Trotzdem ärgert es mich, dass ich so viele Vorgaben erfüllen muss, die den Schülerinnen und Schülern nichts bringen. Zum Beispiel Förderpläne schreiben, die dann nicht umgesetzt werden. Lehrersein ist ein ständiger Spagat zwischen diesen vielen Vorgaben und dem, was die Kinder wirklich brauchen. Es ist schwierig, sich dann auch noch zu fragen, wie man selbst damit gut leben kann. Ich bin froh, dass ich nicht so viel Geld brauche und es mir leisten konnte, meine Stelle zu reduzieren und etwas weniger zu verdienen. Das kann nicht jede. Und es ist ein Unding, dass sie diesen wichtigen Beruf so anlegen, dass man ihn in der Zeit, für die man bezahlt wird, schlicht nicht schaffen kann.

Erschöpfung bei Lehrern

Uta Klusmann ist Professorin für pädagogische Psychologie an der Universität Kiel, im Interview spricht sie über die Situation, in der sich viele Lehrerinnen und Lehrer befinden.

Offenbar können viele Lehrerinnen und Lehrer ihren Beruf nicht mehr in Vollzeit ausüben, ohne in ein Burnout zu geraten. Warum?

In unseren Studien zeigt sich: Das Unterrichten vieler verschiedener Gruppen an einem Tag, Störungen im Unterricht, Lärm, Konflikte, wenig Pausen und das Verschwimmen beruflicher und privater Zeit sind für mentale und körperliche Erschöpfung mitverantwortlich. Außerdem gilt der Lehrermangel als größte Herausforderung. Dennoch – es gibt sehr viele Lehrerinnen und Lehrer, die überaus zufrieden mit ihrem Beruf sind.

Ist die Diskrepanz zwischen den Lehrplänen und den Fähigkeiten der Schülerinnen und Schüler gewachsen?

Die Leistung der deutschen Grundschüler und Grundschülerinnen in Mathematik und Deutsch sinkt laut neuen Studien. Zugleich steigt der Anteil derer, die nicht die Mindeststandards erfüllen. Lehrkräfte beschreiben das aber als weniger belastend als Verhaltensprobleme von Kindern und Jugendlichen.

Was können Lehrerinnen tun, um gesund zu bleiben?

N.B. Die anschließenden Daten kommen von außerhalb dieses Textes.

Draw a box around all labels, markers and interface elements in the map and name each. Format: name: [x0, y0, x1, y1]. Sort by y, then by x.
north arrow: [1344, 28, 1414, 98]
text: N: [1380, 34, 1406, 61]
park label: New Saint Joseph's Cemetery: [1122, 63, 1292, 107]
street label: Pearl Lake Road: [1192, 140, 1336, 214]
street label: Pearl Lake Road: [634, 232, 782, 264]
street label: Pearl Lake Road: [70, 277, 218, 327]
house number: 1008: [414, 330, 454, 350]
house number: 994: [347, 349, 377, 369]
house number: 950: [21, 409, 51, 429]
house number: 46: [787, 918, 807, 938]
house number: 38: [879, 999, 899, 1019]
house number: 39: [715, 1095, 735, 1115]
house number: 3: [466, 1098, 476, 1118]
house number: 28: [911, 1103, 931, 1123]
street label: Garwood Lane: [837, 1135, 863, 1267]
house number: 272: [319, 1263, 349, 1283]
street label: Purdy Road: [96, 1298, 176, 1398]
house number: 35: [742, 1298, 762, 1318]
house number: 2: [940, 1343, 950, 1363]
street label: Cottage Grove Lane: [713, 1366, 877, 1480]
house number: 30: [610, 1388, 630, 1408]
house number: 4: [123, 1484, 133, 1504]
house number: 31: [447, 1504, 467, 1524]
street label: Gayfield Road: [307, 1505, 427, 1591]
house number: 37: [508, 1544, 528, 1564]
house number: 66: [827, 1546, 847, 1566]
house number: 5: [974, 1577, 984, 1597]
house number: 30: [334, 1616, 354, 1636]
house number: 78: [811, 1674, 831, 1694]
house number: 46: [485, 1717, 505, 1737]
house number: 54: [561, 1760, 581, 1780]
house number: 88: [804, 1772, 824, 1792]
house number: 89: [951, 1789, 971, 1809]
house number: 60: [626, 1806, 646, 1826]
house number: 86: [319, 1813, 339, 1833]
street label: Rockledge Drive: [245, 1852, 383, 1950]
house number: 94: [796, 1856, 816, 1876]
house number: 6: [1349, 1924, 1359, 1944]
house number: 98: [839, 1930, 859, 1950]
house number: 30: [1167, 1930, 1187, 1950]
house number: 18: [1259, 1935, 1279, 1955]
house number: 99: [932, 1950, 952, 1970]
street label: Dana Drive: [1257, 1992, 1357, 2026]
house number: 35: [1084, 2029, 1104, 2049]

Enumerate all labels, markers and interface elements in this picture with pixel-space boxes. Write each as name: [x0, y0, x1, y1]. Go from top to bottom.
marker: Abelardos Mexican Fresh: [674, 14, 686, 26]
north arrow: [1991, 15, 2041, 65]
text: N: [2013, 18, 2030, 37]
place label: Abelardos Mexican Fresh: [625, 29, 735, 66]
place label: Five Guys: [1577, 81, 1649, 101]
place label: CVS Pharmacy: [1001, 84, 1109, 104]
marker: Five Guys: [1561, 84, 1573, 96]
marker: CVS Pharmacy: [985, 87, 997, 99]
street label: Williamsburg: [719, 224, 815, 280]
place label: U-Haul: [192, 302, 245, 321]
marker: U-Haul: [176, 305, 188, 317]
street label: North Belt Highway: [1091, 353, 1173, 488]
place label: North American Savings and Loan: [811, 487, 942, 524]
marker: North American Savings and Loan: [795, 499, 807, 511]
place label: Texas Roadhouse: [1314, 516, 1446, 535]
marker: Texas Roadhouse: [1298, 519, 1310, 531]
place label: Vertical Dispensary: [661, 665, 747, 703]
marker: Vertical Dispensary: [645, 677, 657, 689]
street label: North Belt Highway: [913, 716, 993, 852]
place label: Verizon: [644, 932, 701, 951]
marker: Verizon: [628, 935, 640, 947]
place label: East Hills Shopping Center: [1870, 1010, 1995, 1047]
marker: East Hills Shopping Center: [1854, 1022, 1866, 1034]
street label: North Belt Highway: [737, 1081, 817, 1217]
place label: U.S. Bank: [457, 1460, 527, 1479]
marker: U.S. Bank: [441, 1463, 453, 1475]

Zunächst: sich und die eigene mentale Gesundheit ernst nehmen. Stresssymptome wie Nervosität, Reizbarkeit oder Schlafprobleme wahrnehmen. Überlegen, welche Situationen das auslösen und wie man es ändern könnte. Hierfür kann man sich auch Unterstützung durch Schulpsychologinnen holen. Viele Schulleitungen sind mittlerweile sehr offen für das Thema „gesunde Schule“. Oft sind vermeintlich kleine Dinge hilfreich, wie ein ruhiger Pausenraum, die Berücksichtigung individueller Bedürfnisse bei der Stundenplangestaltung, mehr Austausch im Kollegium.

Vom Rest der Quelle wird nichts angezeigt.